EUR/USD has broken below a short-term support level at 1.159 and is now testing a more important support zone near 1.151. If that floor gives way, the pair could slide towards 1.14 as bearish momentum builds and the dollar stays firm after the stronger-than-expected US jobs report.

Michael Kramer - Headshot (600x600)
Michael J Kramer

Founder, Mott Capital Management

EUR/USD has slipped out of a fragile consolidation

EUR/USD fell sharply after the stronger-than-expected US jobs report on 5 June, pushing the pair below a short-term support level at 1.159. According to the TradingView analysis, that move also knocked the euro out of a consolidation pattern that had started to look like a larger bear flag.

As of 8 June, the pair is trying to stabilise near 1.151, but the broader setup still looks vulnerable. Instead of a healthy pause before another leg higher, the recent price action is starting to suggest that the rally has lost momentum and that sellers may be regaining control.

A break below 1.151 could open the door to 1.14

The key level now is the support region around 1.151. If EUR/USD breaks below that zone, the next obvious area to watch is 1.14, which would take the pair back towards levels last seen in mid-March.

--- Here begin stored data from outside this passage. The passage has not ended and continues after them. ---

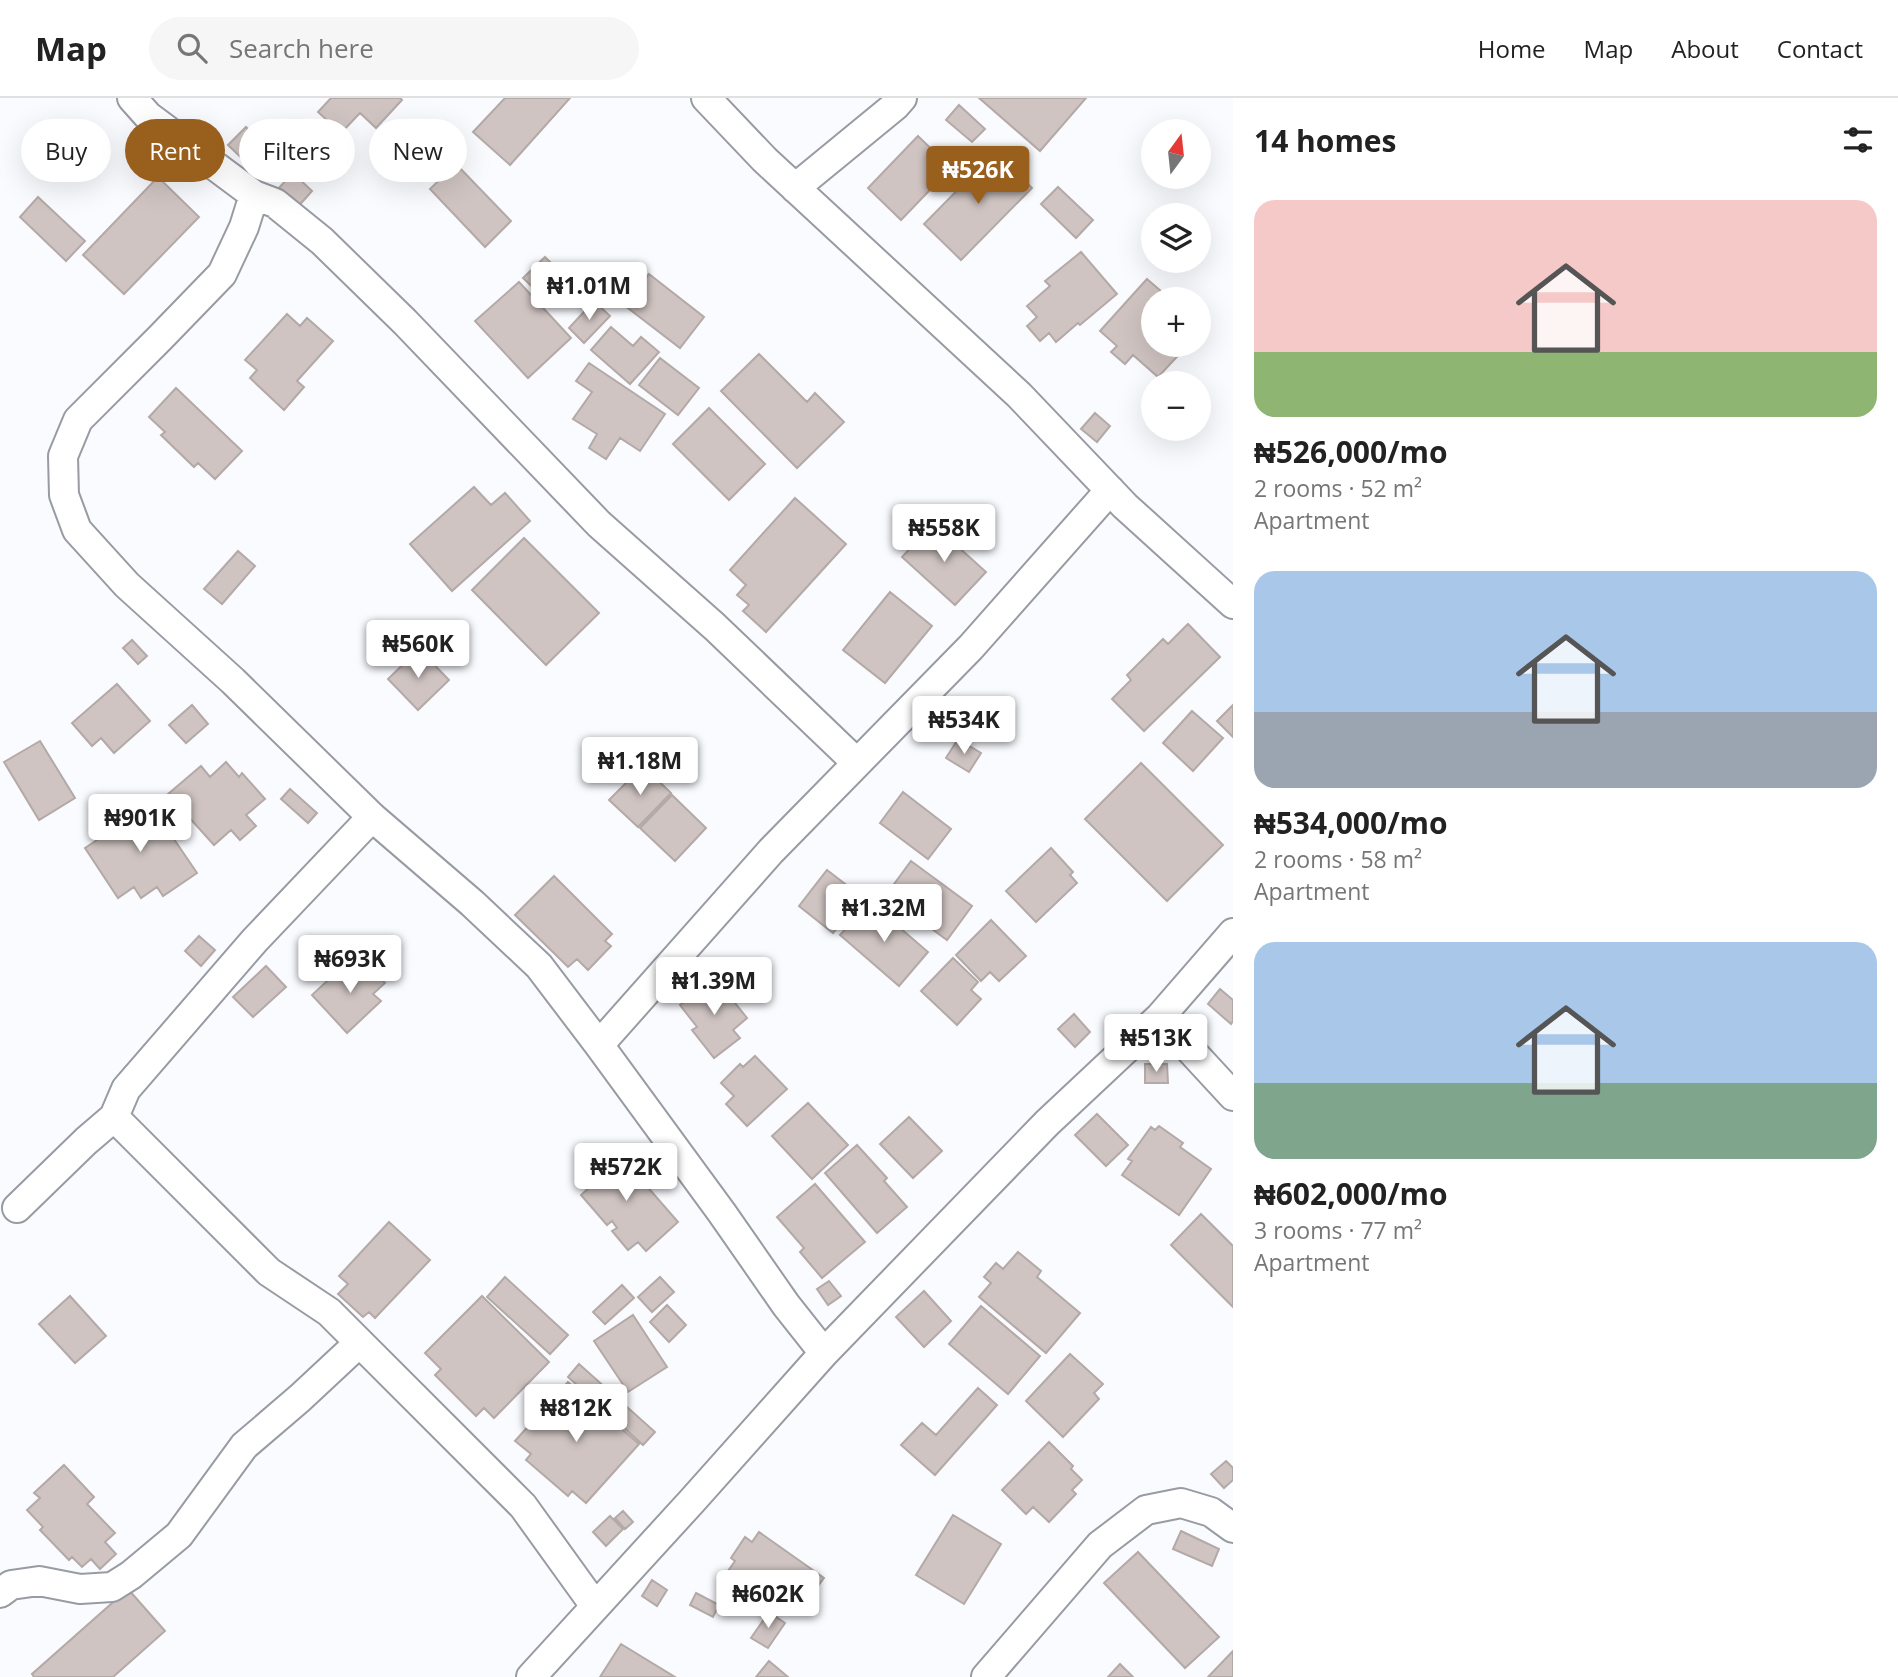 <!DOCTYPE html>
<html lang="en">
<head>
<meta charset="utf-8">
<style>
  :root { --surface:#fff; --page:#f6f6f6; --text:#222; --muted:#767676; --line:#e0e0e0; --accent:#995f1d }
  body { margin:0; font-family:"Open Sans",sans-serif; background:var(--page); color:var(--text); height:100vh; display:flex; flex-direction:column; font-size:26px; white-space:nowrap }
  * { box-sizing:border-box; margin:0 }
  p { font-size:23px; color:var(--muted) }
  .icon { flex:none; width:38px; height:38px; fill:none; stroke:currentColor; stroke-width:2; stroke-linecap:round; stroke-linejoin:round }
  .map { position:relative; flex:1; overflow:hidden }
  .drawer { display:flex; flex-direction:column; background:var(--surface); width:665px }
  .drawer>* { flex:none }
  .banner { position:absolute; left:21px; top:21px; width:665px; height:63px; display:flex; gap:14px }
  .needle { width:46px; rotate:15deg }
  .tools { position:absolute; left:1141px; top:21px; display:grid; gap:14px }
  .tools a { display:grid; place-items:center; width:70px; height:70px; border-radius:50%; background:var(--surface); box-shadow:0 7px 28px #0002; font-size:35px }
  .price { position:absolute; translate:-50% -60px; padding:0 16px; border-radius:7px; background:#fff; color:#222; font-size:23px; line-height:46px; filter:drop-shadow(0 2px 4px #0008) }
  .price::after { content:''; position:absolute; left:50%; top:42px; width:21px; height:16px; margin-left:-10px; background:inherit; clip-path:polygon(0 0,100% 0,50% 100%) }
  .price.selected { background:var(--accent); color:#fff }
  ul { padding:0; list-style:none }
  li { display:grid; align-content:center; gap:14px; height:371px; padding:0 21px }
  li span { display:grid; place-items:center; height:217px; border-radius:21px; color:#555 }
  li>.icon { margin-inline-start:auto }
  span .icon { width:126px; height:126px; fill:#fffc; stroke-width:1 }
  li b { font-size:30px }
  h2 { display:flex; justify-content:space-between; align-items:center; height:84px; padding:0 21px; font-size:30px }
  .pill { padding:0 24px; border-radius:32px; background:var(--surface); box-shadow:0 7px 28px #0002; font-size:24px; line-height:63px }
  .pill.selected { background:var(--accent); color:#fff }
  header { display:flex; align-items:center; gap:42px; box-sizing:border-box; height:98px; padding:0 35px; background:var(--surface); border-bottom:2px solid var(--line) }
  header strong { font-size:33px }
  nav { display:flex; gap:38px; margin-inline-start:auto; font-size:24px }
  .search { width:490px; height:63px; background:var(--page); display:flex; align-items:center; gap:18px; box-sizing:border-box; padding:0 24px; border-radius:38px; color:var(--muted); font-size:26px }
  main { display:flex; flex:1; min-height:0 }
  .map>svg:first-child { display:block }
</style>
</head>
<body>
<header>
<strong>Map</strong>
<div class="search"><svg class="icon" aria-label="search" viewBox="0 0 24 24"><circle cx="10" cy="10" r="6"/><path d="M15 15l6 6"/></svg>Search here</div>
<nav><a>Home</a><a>Map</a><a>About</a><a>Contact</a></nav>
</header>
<main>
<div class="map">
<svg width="1233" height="1579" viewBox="0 0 1233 1579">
  <rect width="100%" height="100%" fill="#fafbff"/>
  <path fill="#cfc4c2" stroke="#b3a9a7" stroke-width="2" d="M331,0H400L402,2L376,30L360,15L341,35L318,14Z
    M505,0H570L510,67L473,34Z
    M979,0H1086L1040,53Z
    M959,7L985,31L972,44L946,22Z
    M246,29L271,53L253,71L228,47Z
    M918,38L951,70L901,122L868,90Z
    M995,54L1032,90L961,162L924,126Z
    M456,66L511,123L485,149L430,91Z
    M293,75L312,93L295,112L275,94Z
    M158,79L199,119L124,196L83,157Z
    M1058,89L1093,122L1076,140L1041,106Z
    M38,99L85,143L66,163L20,119Z
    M1081,154L1117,196L1080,227L1078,225L1056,244L1049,235L1040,243L1027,228L1037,219L1027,208L1050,188L1045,183Z
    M545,159L563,177L542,198L523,180Z
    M649,176L704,219L680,250L624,207Z
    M1147,181L1170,201H1153V247H1188L1158,279L1133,257L1125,266L1111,254L1117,248L1100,233Z
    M519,184L571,240L528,280L475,223Z
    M594,203L610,218L584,245L569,230Z
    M287,216L300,228L307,220L333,243L297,283L304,289L284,312L250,280L257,272L245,262Z
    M611,229L633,248L641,239L659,254L630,286L591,252Z
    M759,256L807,304L815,295L844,324L797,370L721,293Z
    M660,260L699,290L678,317L639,287Z
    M589,265L665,316L640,353L620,340L606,361L589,350L597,336L573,321L592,294L576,283Z
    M176,290L242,353L215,381L198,365L194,369L161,337L165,334L149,319Z
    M709,310L765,366L729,402L673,346Z
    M1095,315L1110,328L1097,344L1081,331Z
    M474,389L491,407L505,395L530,423L452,493L410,446Z
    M795,400L846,446L766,534L743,513L749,507L737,497L746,487L730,472Z
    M933,426L986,474L955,507L902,459Z
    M524,440L599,515L546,567L472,492Z
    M238,453L255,468L222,506L204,491Z
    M890,494L932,528L885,585L843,552Z
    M1188,526L1220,559L1144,633L1112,601L1131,582L1127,577L1163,541L1168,546Z
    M132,542L147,558L138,566L123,550Z
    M419,551L449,582L418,612L388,581Z
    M117,586L150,623L114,655L101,640L92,648L72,625Z
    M192,607L208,626L186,645L169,627Z
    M1233,607V639L1217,623Z
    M1192,613L1223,640L1193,673L1163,645Z
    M958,641L981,655L969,674L946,660Z
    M40,643L75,700L39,722L4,664Z
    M226,664L239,679L242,675L265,701L246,717L256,728L240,742L231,732L214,747L168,696L201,668L210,679Z
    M1141,665L1223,747L1167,803L1085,721Z
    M643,668L671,695L638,729L609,702Z
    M290,691L317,715L308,725L281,701Z
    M903,694L951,731L928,761L880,725Z
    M672,697L706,730L675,763L640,730Z
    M146,700L197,775L163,798L157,789L141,800L134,789L118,800L85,750L106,736L101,729Z
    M1051,750L1073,774L1070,777L1077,785L1036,824L1006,793Z
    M911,763L972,808L947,842L886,797Z
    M827,772L862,799L833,835L799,808Z
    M554,778L612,836L605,843L611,848L588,872L577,861L568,869L515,817Z
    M870,804L928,854L899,888L840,837Z
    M991,822L1026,858L999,883L990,874L981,883L956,857Z
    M199,838L215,852L201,868L185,853Z
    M953,860L978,884L971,892L981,901L957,927L921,893Z
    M355,863L362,869L366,865L385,885L373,896L381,903L347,935L312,897L340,871L343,874Z
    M266,868L286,889L253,919L233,899Z
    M715,880L747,920L733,932L740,940L714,960L692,932L697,929L680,907Z
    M1220,891L1233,902V923L1231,926L1208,906Z
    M1074,916L1090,934L1075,949L1058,931Z
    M755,958L787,991L747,1028L726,1006L734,998L721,985L740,966L743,969Z
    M1145,966H1167L1168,985H1145Z
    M808,1005L848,1047L812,1081L772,1038Z
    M1097,1016L1128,1047L1106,1068L1075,1037Z
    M909,1019L942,1053L913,1080L880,1046Z
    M1159,1028L1183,1045L1180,1049L1211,1071L1179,1117L1122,1077L1132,1063L1128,1061L1151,1029L1155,1032Z
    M857,1047L887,1080L884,1083L907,1109L877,1135L825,1075Z
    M617,1054L678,1124L646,1153L638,1144L628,1152L612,1133L617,1130L612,1123L607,1127L581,1097L591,1088L579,1074L599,1058L605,1064Z
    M815,1086L865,1144L822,1180L800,1154L804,1150L777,1119Z
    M1201,1116L1233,1148V1209L1171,1147Z
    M389,1124L430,1162L375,1220L369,1214L363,1219L338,1196L348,1186L339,1178Z
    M1018,1154L1041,1173L1037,1179L1080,1215L1046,1255L979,1199L991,1185L984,1179L996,1165L1003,1171Z
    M505,1179L568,1237L550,1256L487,1199Z
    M660,1179L674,1194L652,1214L638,1199Z
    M829,1183L841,1198L828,1207L817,1191Z
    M622,1187L634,1200L605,1226L593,1214Z
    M924,1193L951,1223L924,1249L896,1219Z
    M70,1198L106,1238L75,1265L39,1226Z
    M482,1198L549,1264L494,1320L484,1310L476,1318L435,1277L441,1271L425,1255Z
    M667,1207L686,1227L669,1244L650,1224Z
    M981,1208L1040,1258L1008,1296L949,1246Z
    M633,1217L667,1269L628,1294L594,1243Z
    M1070,1256L1103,1286L1094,1295L1099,1301L1063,1339L1026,1303Z
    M579,1266L655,1334L643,1347L568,1279Z
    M568,1284L639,1346L586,1405L572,1393L568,1398L526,1362L531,1356L515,1343Z
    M978,1290L997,1307L935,1377L901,1347L922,1325L936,1337Z
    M1049,1344L1073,1368L1071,1371L1082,1382L1072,1392L1076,1396L1049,1424L1033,1409L1026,1416L1002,1392Z
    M1226,1363L1233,1370V1382L1224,1390L1211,1376Z
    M64,1367L94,1399L87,1406L115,1435L105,1444L116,1456L100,1471L91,1461L82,1469L72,1459L69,1462L40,1432L43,1429L27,1412L40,1400L34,1395Z
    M623,1413L633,1424L625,1431L615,1420Z
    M953,1417L1001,1446L964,1506L916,1477Z
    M610,1418L623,1431L606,1448L593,1434Z
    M1181,1433L1219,1451L1212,1468L1173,1451Z
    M759,1434L824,1480L809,1500L803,1496L789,1516L728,1473L735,1463L731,1460L745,1439L752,1444Z
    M1138,1454L1219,1539L1185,1570L1104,1485Z
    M652,1482L667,1492L657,1508L642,1498Z
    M128,1491L165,1533L113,1579H34L32,1576Z
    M696,1495L719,1507L713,1519L690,1507Z
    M769,1514L785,1525L768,1550L751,1540Z
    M621,1546L675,1579H600Z
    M1233,1553V1579H1208Z
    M769,1563L788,1579H756Z
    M1120,1566L1133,1579H1108Z"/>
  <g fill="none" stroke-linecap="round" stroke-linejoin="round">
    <g stroke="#999ba3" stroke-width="32">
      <path id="street" d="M132,0L148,18L254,97L275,105L322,143L405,224L599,426L715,529L857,665
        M706,0L765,62L1019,297L1125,408L1233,506
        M795,90L895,8L902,0
        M254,97L244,129L222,176L160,240L78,322L63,358L64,397L77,432L127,487L233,583L372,719L472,805L539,868L599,947L722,1115L786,1207L824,1255
        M1160,919L1233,998
        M599,947L771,753L971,549L1110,392
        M114,1019L269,1174L329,1214L523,1408L595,1508
        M17,1110L86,1043L114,1019L126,991L255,842L372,719
        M0,1495L11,1487L39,1483L80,1491L112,1489L131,1477L179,1437L244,1348L300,1300L359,1245
        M531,1579L692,1403L824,1255L1047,1025L1160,919L1233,835
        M986,1579L1100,1447L1146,1412L1181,1405L1211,1414L1233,1430"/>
    </g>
    <use href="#street" stroke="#fff" stroke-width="28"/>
  </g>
</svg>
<div class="tools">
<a><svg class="needle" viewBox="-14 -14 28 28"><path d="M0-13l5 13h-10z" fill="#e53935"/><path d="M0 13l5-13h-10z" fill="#767676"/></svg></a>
<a><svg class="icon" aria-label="layers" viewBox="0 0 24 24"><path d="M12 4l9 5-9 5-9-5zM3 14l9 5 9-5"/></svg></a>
<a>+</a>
<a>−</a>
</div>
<b class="price selected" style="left:978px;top:108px">₦526K</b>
<b class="price" style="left:589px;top:224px">₦1.01M</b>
<b class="price" style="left:944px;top:466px">₦558K</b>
<b class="price" style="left:418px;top:582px">₦560K</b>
<b class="price" style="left:964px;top:658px">₦534K</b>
<b class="price" style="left:640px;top:699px">₦1.18M</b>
<b class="price" style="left:140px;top:756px">₦901K</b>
<b class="price" style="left:884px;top:846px">₦1.32M</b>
<b class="price" style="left:350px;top:897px">₦693K</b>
<b class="price" style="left:714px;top:919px">₦1.39M</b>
<b class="price" style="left:1156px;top:976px">₦513K</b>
<b class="price" style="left:626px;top:1105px">₦572K</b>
<b class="price" style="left:576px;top:1346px">₦812K</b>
<b class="price" style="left:768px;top:1532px">₦602K</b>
<div class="banner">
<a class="pill">Buy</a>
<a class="pill selected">Rent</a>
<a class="pill">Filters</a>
<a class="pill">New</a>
</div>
</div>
<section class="drawer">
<h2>14 homes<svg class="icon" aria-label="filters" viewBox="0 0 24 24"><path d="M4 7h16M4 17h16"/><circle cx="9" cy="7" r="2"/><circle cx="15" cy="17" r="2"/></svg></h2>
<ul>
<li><span style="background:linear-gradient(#f6c9c9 70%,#8fb573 0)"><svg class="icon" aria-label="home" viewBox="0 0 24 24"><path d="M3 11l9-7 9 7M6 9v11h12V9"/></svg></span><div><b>₦526,000/mo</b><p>2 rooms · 52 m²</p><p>Apartment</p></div></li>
<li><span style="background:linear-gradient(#a9c7e8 65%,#9aa5b1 0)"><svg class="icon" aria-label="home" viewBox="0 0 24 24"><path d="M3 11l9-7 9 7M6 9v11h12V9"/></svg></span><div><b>₦534,000/mo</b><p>2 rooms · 58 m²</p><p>Apartment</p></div></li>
<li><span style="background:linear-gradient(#a9c7e8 65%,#7fa58c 0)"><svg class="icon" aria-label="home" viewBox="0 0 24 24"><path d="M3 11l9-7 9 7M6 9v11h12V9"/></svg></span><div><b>₦602,000/mo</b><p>3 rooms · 77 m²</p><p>Apartment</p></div></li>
</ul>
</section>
</main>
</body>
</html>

That downside target also fits with the bear flag interpretation. If the recent consolidation was just a pause in a larger move lower, then a clean break of support would strengthen the case that the euro is extending that bearish pattern rather than simply dipping inside a broader range.

Moving averages are now acting as resistance

The source analysis notes that EUR/USD is trading below all of its major moving averages, including the 10-day and 20-day exponential moving averages and the 50-day and 200-day simple moving averages. More importantly, the shorter-term averages are trending lower and are now acting as overhead resistance.

That leaves the pair facing a difficult technical hurdle around 1.158. Even if EUR/USD continues to bounce in the very near term, it may struggle to reclaim that area unless the broader backdrop for the dollar starts to soften.

Momentum still points to a weaker euro

The RSI has also been trending lower since peaking above 70 in late January, which suggests bullish momentum has been fading for months. It is now sitting around 36 and still pointing lower, which many technical analysts would read as a sign that bearish pressure remains intact.

That does not guarantee another sharp leg down, but it does fit with the idea that rallies may be vulnerable to selling while EUR/USD stays below its key moving averages. For now, unless support at 1.151 proves much more durable than it looks, the balance of risks still appears to favour further downside.